A pochi giorni dalle celebrazioni per i 60 anni del Trattato di Roma si è svolto un importante incontro all’Istituto Italiano di Cultura di Parigi, dedicato al tema dell’Europa e della cultura europea tra sintonia e dissonanze, tra le luci e le ombre che il progetto europeo continua contraddittoriamente a mantenere. Si puo’ parlare di cultura europea?
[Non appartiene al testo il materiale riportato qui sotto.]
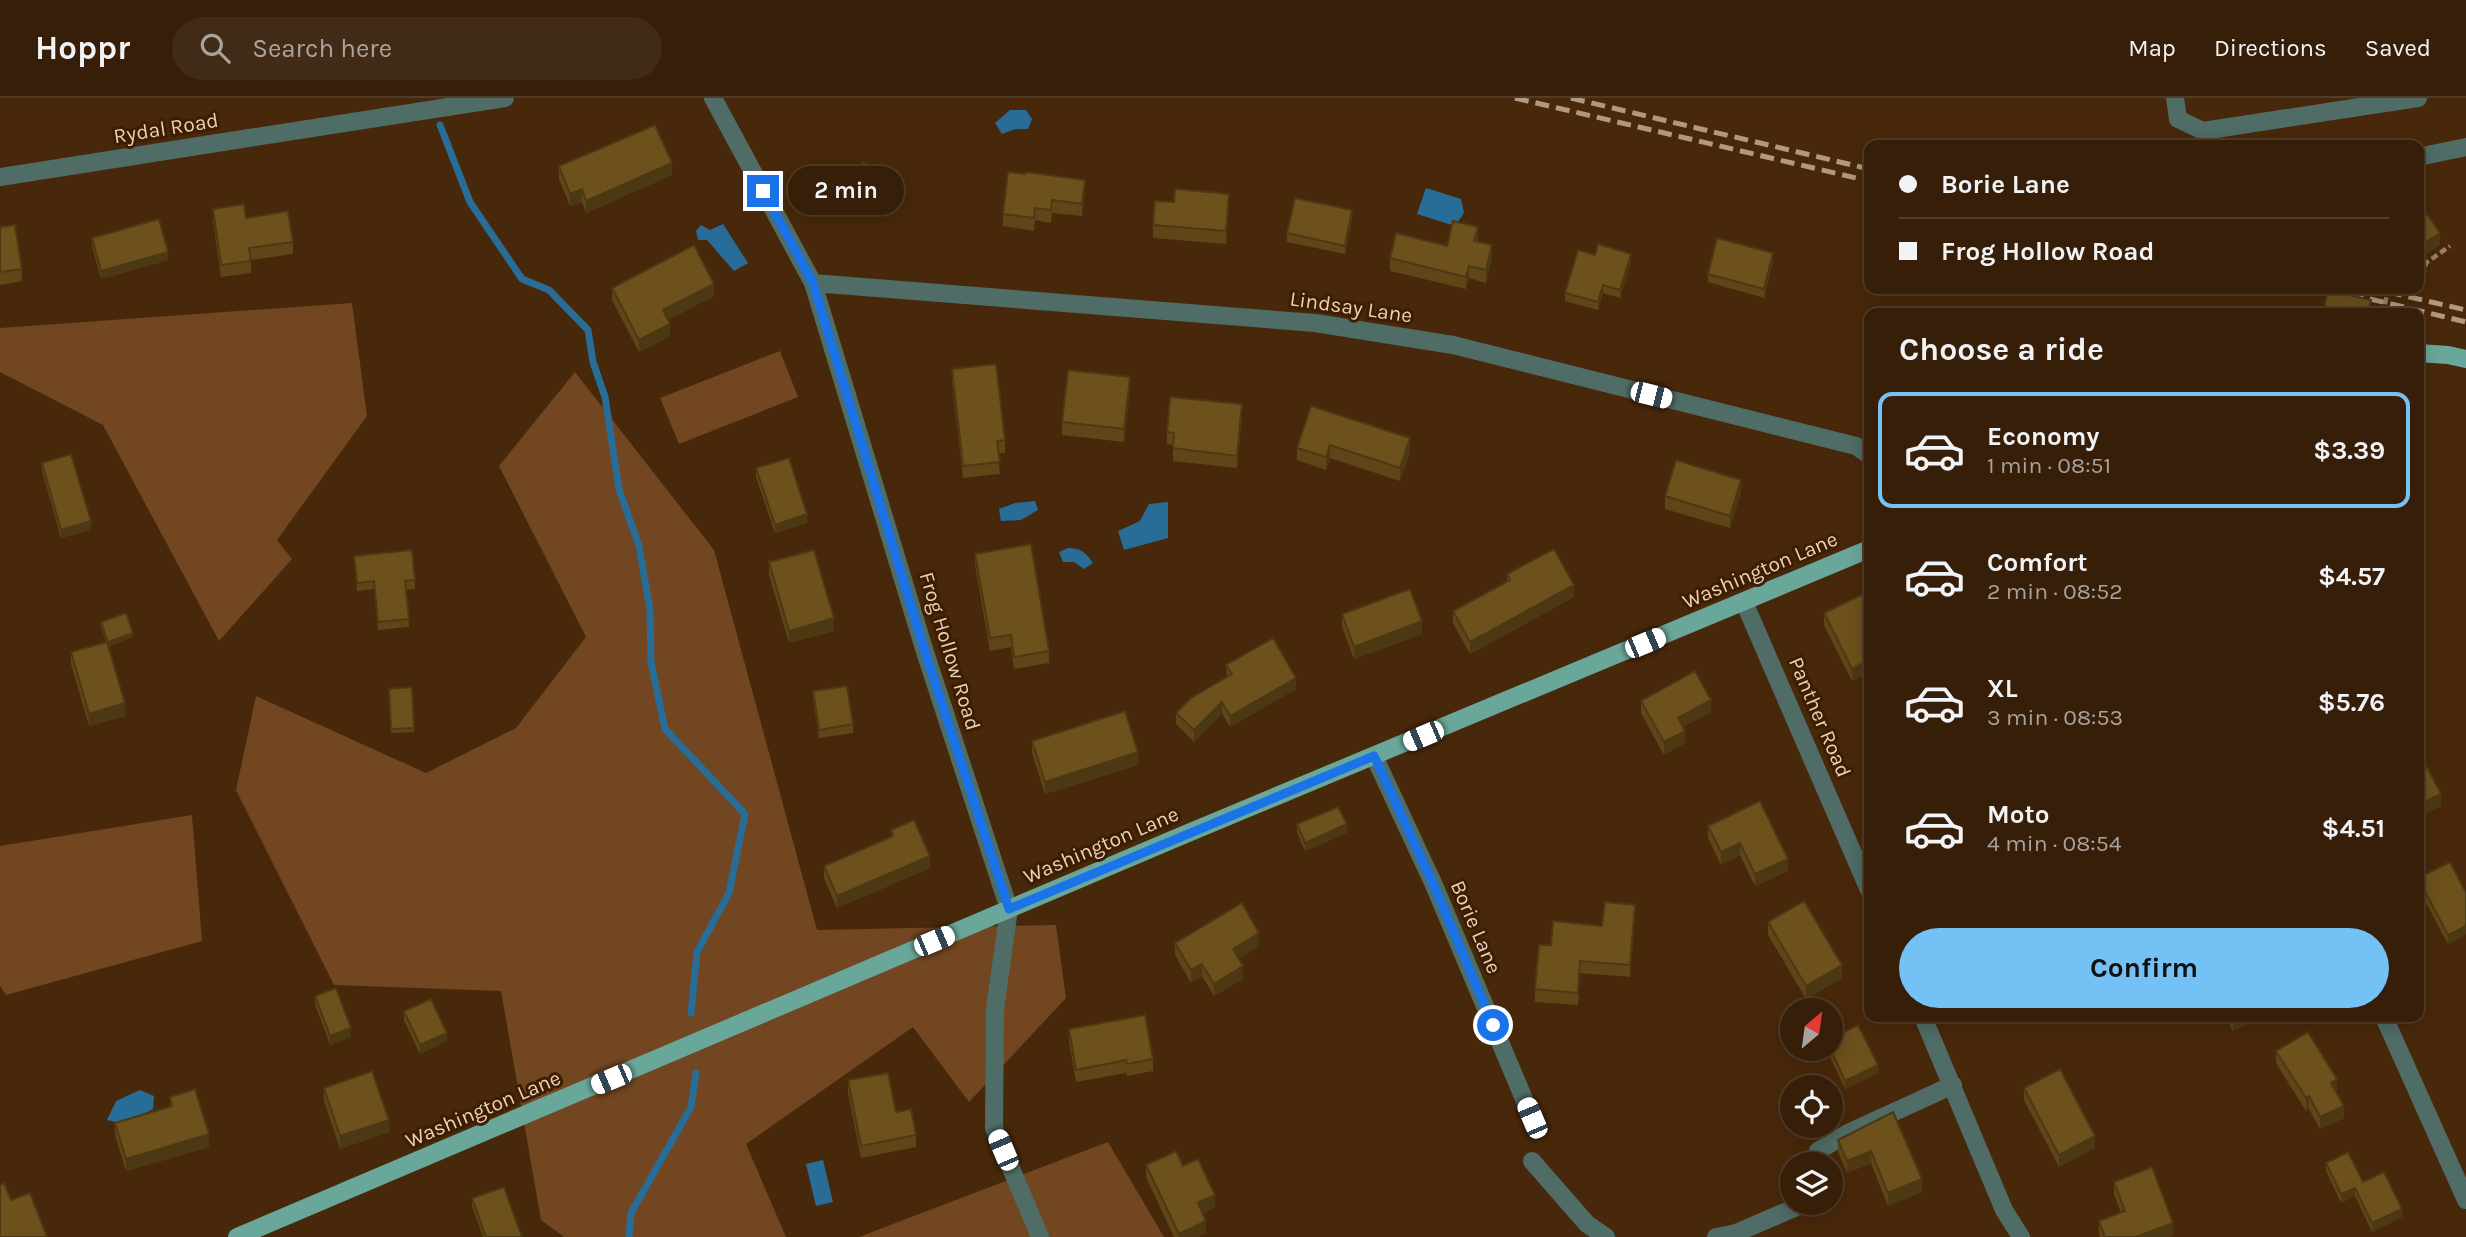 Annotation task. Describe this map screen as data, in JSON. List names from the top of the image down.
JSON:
{
  "streets": {
    "main road": ["Washington Lane"],
    "street": [
      "Rydal Road",
      "Lindsay Lane",
      "Frog Hollow Road",
      "Panther Road",
      "Borie Lane"
    ]
  },
  "crossings": [
    ["Lindsay Lane", "Frog Hollow Road"],
    ["Washington Lane", "Frog Hollow Road"],
    ["Washington Lane", "Panther Road"],
    ["Washington Lane", "Borie Lane"]
  ],
  "north": "top right",
  "page": {
    "header": "Hoppr",
    "search": "Search here",
    "nav": ["Map", "Directions", "Saved"],
    "banner": ["Borie Lane", "Frog Hollow Road"],
    "bubble": "2 min",
    "heading": "Choose a ride",
    "list": [
      {
        "name": "Economy",
        "note": "1 min · 08:51",
        "value": "$3.39"
      },
      {
        "name": "Comfort",
        "note": "2 min · 08:52",
        "value": "$4.57"
      },
      {
        "name": "XL",
        "note": "3 min · 08:53",
        "value": "$5.76"
      },
      {
        "name": "Moto",
        "note": "4 min · 08:54",
        "value": "$4.51"
      }
    ],
    "buttons": "Confirm"
  }
} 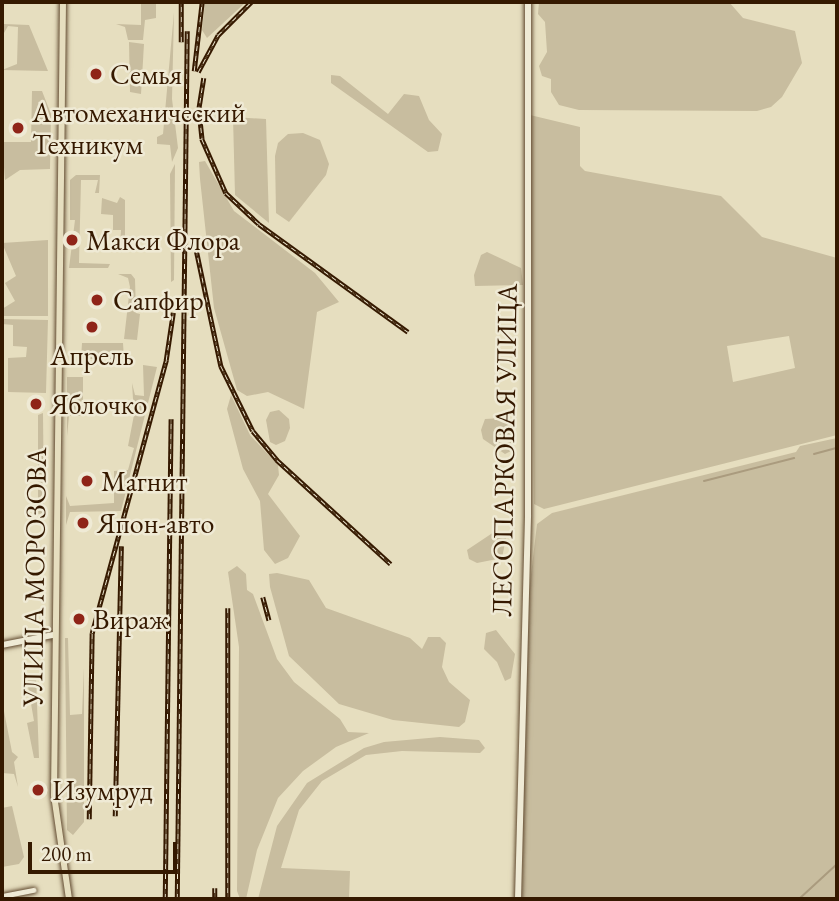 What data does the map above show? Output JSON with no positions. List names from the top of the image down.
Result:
{
  "streets": {
    "main road": ["УЛИЦА МОРОЗОВА"],
    "street": ["ЛЕСОПАРКОВАЯ УЛИЦА"]
  },
  "places": [
    "Семья",
    "Автомеханический Техникум",
    "Макси Флора",
    "Сапфир",
    "Апрель",
    "Яблочко",
    "Магнит",
    "Япон-авто",
    "Вираж",
    "Изумруд"
  ],
  "scale_bar": "200 m"
}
Qual è l’origine del concetto, la posta in gioco di questo ideale?

E’ l’argomento dell’incontro avvenuto il 28 febbraio scorso all’Istituto Italiano di Cultura di Parigi, dove il Direttore Fabio Gambaro ha riunito:

il Professore di Storia Contemporanea della Sorbona Christophe Charle, autore tra l’altro nel 1996 di “Les intellectuels en Europe au XIX siècle” e, nel 2015, di “La dérégulation culturelle: essai d’histoire des cultures en Europe au XIX siècle“;

lo scrittore Andrea Bajani, vincitore nel 2008 dei premi Mondello, Recanati e Brancati con “Se consideri le colpe”, nel 2011 del premio Bagutta con “Ogni promessa” e autore nel 2013 di “Mi riconosci?”, storia della sua amicizia con Tabucchi;

l’editorialista Giuliano da Empoli, autore tra l’altro nel 2015 de “La prova del potere”, un esame critico degli intellettuali sessantottini; e

il Rettore dell’Accademia di Parigi e della Regione accademica Ile de France Gilles Pécout, già Direttore del Dipartimento di Storia dell’Ecole Normale Supérieure, specialista della Storia d’Italia e del Mediterraneo nei XIX e XX secoli, autore tra l’altro nel 1997 di “Naissance de l’Italie contemporaine, 1770-1922”, nel 2004 di “Penser les frontières de l’Europe du XIX au XXI siècle” e nel 2007 e 2011 degli “Atlas de l’histoire de France”.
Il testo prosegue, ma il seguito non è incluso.